While, on the other hand, if myFunc is not a template, it will compile and run just fine. I assume the error is caused by the fact that since myFunc accepts multiple vector types as argument, the compiler does not know to what type it should convert foo to. However, shouldn't the default template values be used as fallback in such case? Is there an alternative way to be able to pass an object of class A to myFunc?

Implicit conversions are not considered when attempting to deduce template parameters. Since A<int> cannot match const std::vector<T>, the myFunc template is not a viable candidate. This remains true even if you explicitly instantiate it beforehand (and even if the conversion operator is not templated).

For overload resolution, implicit conversion are considered, which is why the non-templated version works.

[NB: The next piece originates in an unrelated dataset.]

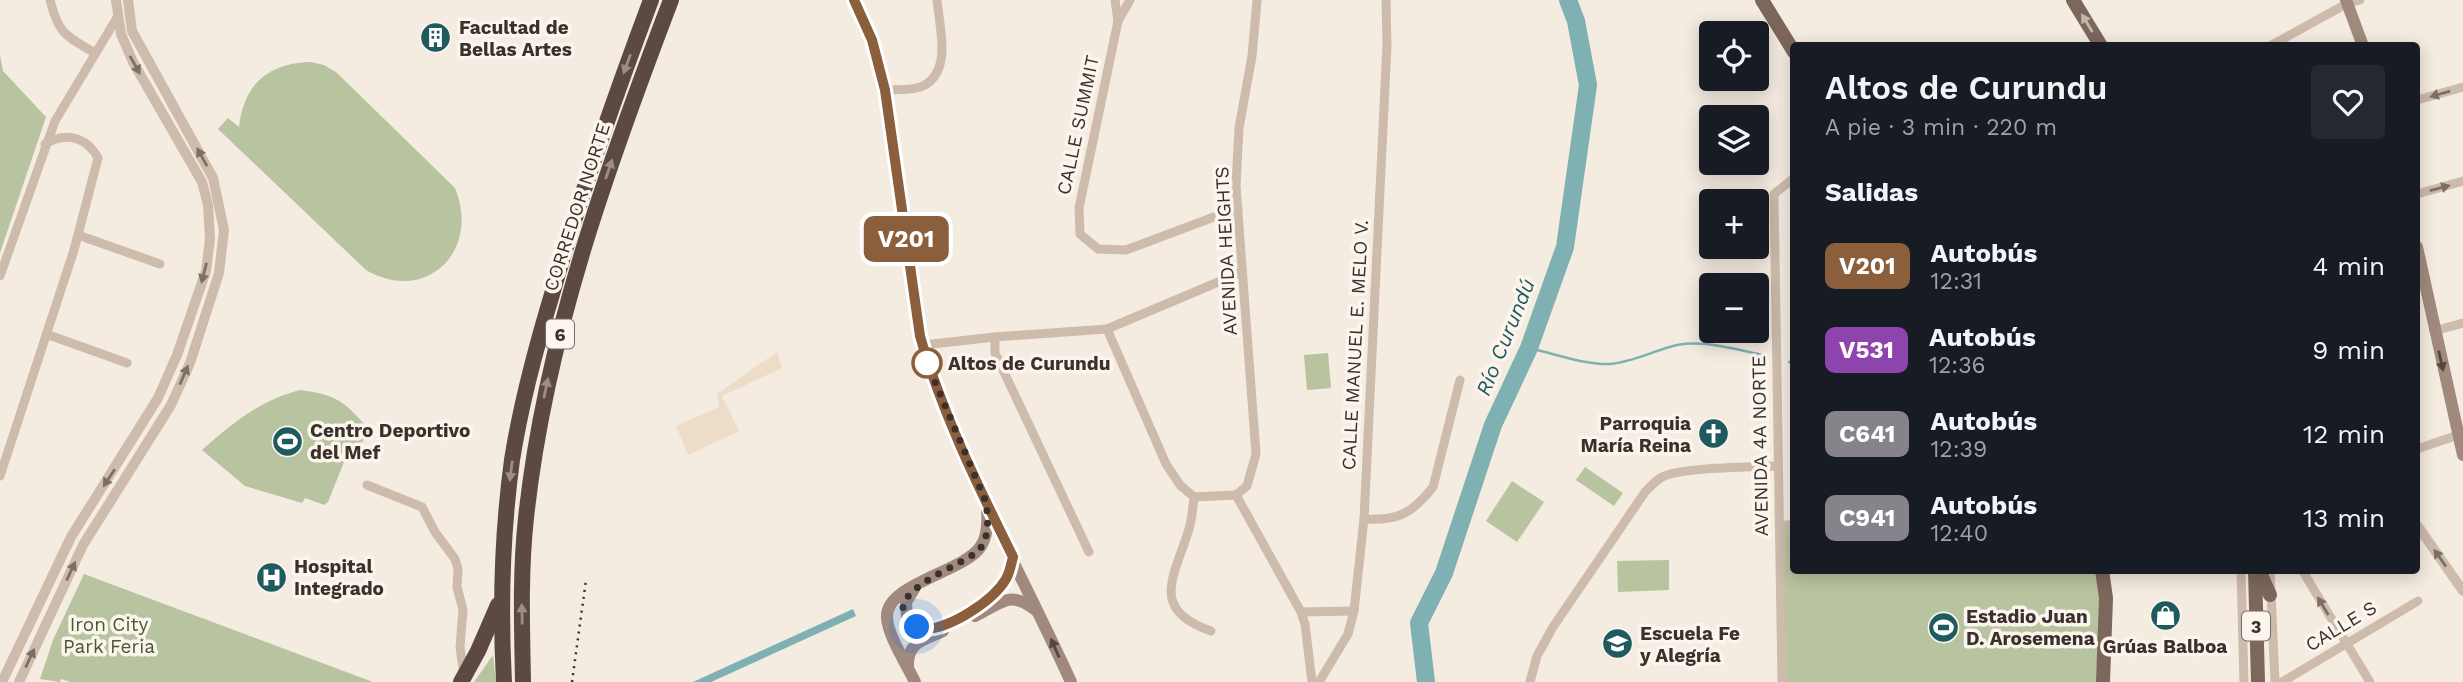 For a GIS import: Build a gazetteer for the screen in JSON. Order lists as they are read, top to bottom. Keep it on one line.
{"streets":{"highway":["CORREDOR NORTE","6"],"main road":["3"],"street":["CALLE SUMMIT","AVENIDA HEIGHTS","CALLE MANUEL E. MELO V.","AVENIDA 4A NORTE","CALLE S"]},"crossings":[["CALLE SUMMIT","AVENIDA HEIGHTS"]],"water":["Río Curundú"],"parks":["Iron City Park Feria"],"places":{"building":["Facultad de Bellas Artes"],"other":["Altos de Curundu"],"church":["Parroquia María Reina"],"sports":["Centro Deportivo del Mef","Estadio Juan D. Arosemena"],"hospital":["Hospital Integrado"],"shop":["Grúas Balboa"],"school or university":["Escuela Fe y Alegría"]},"lines":["bus line V201"],"page":{"on_map":"V201","map_buttons":["+","−"],"heading":[["Altos de Curundu","A pie · 3 min · 220 m"],"Salidas"],"list":[{"mark":"V201","name":"Autobús","note":"12:31","value":"4 min"},{"mark":"V531","name":"Autobús","note":"12:36","value":"9 min"},{"mark":"C641","name":"Autobús","note":"12:39","value":"12 min"},{"mark":"C941","name":"Autobús","note":"12:40","value":"13 min"}]}}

The templated version never gets to participate because it is not a viable candidate.

The problem is that template argument deduction does not consider implicit conversions, so when you write myFunc(foo) the compiler is unable to determine a type for T. And that's really the end of the story.

See Template argument deduction on C++ reference.

Walter E. Brown gave a fantastic talk about how function templates work (including why you should call them function templates and not templatized functions) at CppCon2018 which I highly recommend.

See "C++ Function Templates: How Do They Really Work?" on youtube.

As noted in other answers, template resolution cannot consider implicit conversions. A simple way to solve the problem is to overload myFunc and do an explicit cast. Consider the following code:

#include <vector>

#include <iostream>



template <typename T>

class A{

public:

    A() { };

    ~A() { };

    // ...

  template <typename outT = T> operator std::vector<outT>() const { /* implicit/explicit cast to std::vector */

    std::cout << "I am doing a conversion" << std::endl;

    return std::vector<outT>(); }

};



template <typename T = float, typename... Args>

void myFunc(const std::vector<T, Args...>& _arg){

  std::cout << "myFunc" << std::endl;

}



template <typename T>

void myFunc(const A<T>& _arg)

{

  std::cout << "I am the second variant of myFunc" << std::endl;

  myFunc(static_cast<const std::vector<T>>(_arg));

}



int main(int argc, char const *argv) { 

    A<int> foo;

    std::cout << "-- First call of myFunc" << std::endl;

    myFunc(foo);

    std::cout << "-- Second call of myFunc" << std::endl;

    std::vector<double> x = foo;

    myFunc(x);



    return 0;

}

Output of the program is:

-- First call of myFunc

I am the second variant of myFunc

I am doing a conversion

myFunc

-- Second call of myFunc

I am doing a conversion

myFunc

When you pass foo to myFunc the compiler uses the second overload of myFunc which, through an explicit cast, calls the conversion operator. In the second case we directly assign foo to a std::vector, hence doing the conversion before passing the resulting std::vector to the first overload of myFunc. Notice that:

• you need a const conversion operator if you wnat to keep constness in the overloads of myFunc.




• you need an additional template parameter pack typename... Args in the first overload of myFunc to capture every specialization of std::vector (say, with a custom allocator).

Another option could be to declare A as class derived from std::vector. Something like the following code:

#include <vector>

#include <iostream>



template <typename T>

class A : public std::vector<T> {

public:

  A() : std::vector<T>(/* Some parameters to initialize the base class */) { }

};



template <typename T = float, typename... Args>

void myFunc(const std::vector<T, Args...>& _arg){

  std::cout << "myFunc" << std::endl;

}



int main(int argc, char const *argv) { 

    A<int> foo;

    myFunc(foo);



    return 0;

}

In this case you do not need a conversion and you call myFunc by slicing. A drawback to this approach is that you do the conversion to a std::vector in the constructor and, every time you modify A, you must keep the data of the base class std::vector up to date.